This delicious Moroccan-style cowpeas recipe smells so good while cooking and tastes so yummy. My daughters and I love growing heirloom purple hull peas, cowpeas, and black-eyed peas in our garden.
Ingredients
- 1.5 cups dried black-eyed peas , cowpeas
- 1 onion , chopped
- 1 can tomato sauce , 8 ounce
- 0.5 cups olive oil
- 0.25 cups chopped fresh cilantro
- 3 cloves garlic , finely chopped
- 1.5 teaspoons salt
- 1.5 teaspoons ground cumin
- 1.5 teaspoons sweet paprika
- 1 teaspoon ground ginger
- 0.25 teaspoons cayenne pepper
- 3.5 cups water , or more if needed
Instructions
-
1
Place black-eyed peas into a large container and cover with several inches of cool water; let stand for 8 hours to overnight.

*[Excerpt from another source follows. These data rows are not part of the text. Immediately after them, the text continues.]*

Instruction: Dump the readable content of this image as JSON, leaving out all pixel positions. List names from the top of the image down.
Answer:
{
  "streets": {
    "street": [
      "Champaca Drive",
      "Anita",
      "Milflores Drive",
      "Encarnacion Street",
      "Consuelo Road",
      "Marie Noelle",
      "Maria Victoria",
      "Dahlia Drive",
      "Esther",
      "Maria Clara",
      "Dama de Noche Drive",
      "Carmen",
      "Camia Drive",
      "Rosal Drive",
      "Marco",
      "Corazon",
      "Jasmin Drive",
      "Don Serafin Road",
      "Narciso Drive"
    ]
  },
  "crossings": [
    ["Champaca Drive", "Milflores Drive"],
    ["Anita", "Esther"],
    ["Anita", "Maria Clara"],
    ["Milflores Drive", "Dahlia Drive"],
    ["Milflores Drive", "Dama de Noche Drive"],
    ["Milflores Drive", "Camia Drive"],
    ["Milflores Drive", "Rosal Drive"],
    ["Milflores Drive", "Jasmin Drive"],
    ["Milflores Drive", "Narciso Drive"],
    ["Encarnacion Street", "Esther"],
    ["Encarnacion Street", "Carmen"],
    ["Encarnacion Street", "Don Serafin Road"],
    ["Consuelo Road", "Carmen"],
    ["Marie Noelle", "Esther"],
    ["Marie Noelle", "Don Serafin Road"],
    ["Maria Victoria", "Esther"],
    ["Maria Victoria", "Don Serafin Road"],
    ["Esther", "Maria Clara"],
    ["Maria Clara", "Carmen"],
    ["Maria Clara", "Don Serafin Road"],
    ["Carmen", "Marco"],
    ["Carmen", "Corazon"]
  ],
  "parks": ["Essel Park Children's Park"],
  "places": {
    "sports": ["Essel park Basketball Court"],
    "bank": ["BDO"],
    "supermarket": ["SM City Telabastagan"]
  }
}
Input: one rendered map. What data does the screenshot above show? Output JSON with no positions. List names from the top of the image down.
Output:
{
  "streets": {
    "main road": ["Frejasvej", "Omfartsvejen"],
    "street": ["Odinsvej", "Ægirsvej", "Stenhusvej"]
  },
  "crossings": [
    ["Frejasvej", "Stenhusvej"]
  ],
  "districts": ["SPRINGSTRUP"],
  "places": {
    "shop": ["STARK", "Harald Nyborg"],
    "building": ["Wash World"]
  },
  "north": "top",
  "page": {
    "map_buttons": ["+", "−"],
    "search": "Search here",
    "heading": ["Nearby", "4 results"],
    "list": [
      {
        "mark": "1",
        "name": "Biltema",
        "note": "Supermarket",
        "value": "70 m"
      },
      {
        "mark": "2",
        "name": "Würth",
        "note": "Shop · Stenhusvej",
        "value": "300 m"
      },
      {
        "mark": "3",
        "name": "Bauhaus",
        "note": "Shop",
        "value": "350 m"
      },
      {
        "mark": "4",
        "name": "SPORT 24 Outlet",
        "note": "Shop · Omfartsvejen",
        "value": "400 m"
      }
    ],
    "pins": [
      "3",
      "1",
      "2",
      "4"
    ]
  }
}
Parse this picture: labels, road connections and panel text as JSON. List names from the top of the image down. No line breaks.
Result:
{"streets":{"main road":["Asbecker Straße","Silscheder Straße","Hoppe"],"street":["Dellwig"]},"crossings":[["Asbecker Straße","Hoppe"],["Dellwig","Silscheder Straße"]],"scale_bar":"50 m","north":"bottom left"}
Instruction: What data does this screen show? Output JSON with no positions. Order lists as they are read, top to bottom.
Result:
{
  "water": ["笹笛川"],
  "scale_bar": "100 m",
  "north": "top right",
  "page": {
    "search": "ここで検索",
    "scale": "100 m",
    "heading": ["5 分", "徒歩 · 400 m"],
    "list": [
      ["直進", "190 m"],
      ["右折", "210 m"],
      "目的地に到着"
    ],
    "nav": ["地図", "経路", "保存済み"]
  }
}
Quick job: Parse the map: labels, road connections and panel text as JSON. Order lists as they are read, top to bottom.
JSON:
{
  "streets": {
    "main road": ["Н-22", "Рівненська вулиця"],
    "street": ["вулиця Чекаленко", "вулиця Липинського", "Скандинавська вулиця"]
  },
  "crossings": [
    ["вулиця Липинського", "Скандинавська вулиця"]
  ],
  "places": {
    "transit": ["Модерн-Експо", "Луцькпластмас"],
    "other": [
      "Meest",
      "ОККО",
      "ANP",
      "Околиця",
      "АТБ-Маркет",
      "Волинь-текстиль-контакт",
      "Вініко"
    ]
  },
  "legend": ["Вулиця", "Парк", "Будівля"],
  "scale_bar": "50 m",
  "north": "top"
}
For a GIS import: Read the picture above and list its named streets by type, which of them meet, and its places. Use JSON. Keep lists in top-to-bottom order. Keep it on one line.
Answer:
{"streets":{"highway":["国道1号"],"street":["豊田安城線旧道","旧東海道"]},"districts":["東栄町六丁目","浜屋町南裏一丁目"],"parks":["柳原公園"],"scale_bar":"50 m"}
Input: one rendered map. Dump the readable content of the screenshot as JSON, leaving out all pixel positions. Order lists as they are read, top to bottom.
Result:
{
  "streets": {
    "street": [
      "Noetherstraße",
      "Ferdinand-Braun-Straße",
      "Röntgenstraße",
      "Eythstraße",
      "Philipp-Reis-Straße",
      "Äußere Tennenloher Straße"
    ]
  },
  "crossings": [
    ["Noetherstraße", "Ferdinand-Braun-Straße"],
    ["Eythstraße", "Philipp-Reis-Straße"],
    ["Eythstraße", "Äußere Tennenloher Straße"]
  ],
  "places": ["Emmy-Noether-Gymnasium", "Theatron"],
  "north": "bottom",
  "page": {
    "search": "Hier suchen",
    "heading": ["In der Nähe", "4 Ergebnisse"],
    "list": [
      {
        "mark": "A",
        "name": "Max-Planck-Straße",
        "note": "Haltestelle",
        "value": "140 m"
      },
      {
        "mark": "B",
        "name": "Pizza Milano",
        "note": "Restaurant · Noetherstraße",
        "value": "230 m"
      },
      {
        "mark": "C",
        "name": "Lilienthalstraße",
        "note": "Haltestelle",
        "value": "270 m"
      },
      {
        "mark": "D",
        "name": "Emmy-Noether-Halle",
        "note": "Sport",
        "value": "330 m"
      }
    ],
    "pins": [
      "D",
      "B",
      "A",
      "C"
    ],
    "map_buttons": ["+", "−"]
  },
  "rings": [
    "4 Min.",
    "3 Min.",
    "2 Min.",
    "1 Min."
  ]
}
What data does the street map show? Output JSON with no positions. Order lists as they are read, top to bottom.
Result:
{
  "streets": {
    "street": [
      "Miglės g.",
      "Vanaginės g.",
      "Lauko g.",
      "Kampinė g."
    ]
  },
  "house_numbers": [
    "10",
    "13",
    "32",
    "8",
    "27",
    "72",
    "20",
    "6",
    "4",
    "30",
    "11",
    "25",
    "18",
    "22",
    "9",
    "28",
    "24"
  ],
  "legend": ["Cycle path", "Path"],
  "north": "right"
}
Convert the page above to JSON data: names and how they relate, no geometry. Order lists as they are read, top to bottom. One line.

Drain and rinse peas.
-
2
Combine peas, onion, tomato sauce, olive oil, cilantro, garlic, salt, cumin, paprika, ginger, and cayenne pepper in a large stockpot; pour water over pea mixture. Bring to a boil. Reduce heat to low, cover the pot, and simmer, stirring occasionally and adding more water if sauce gets too thick, until peas are tender, about 1 hour 30 minutes.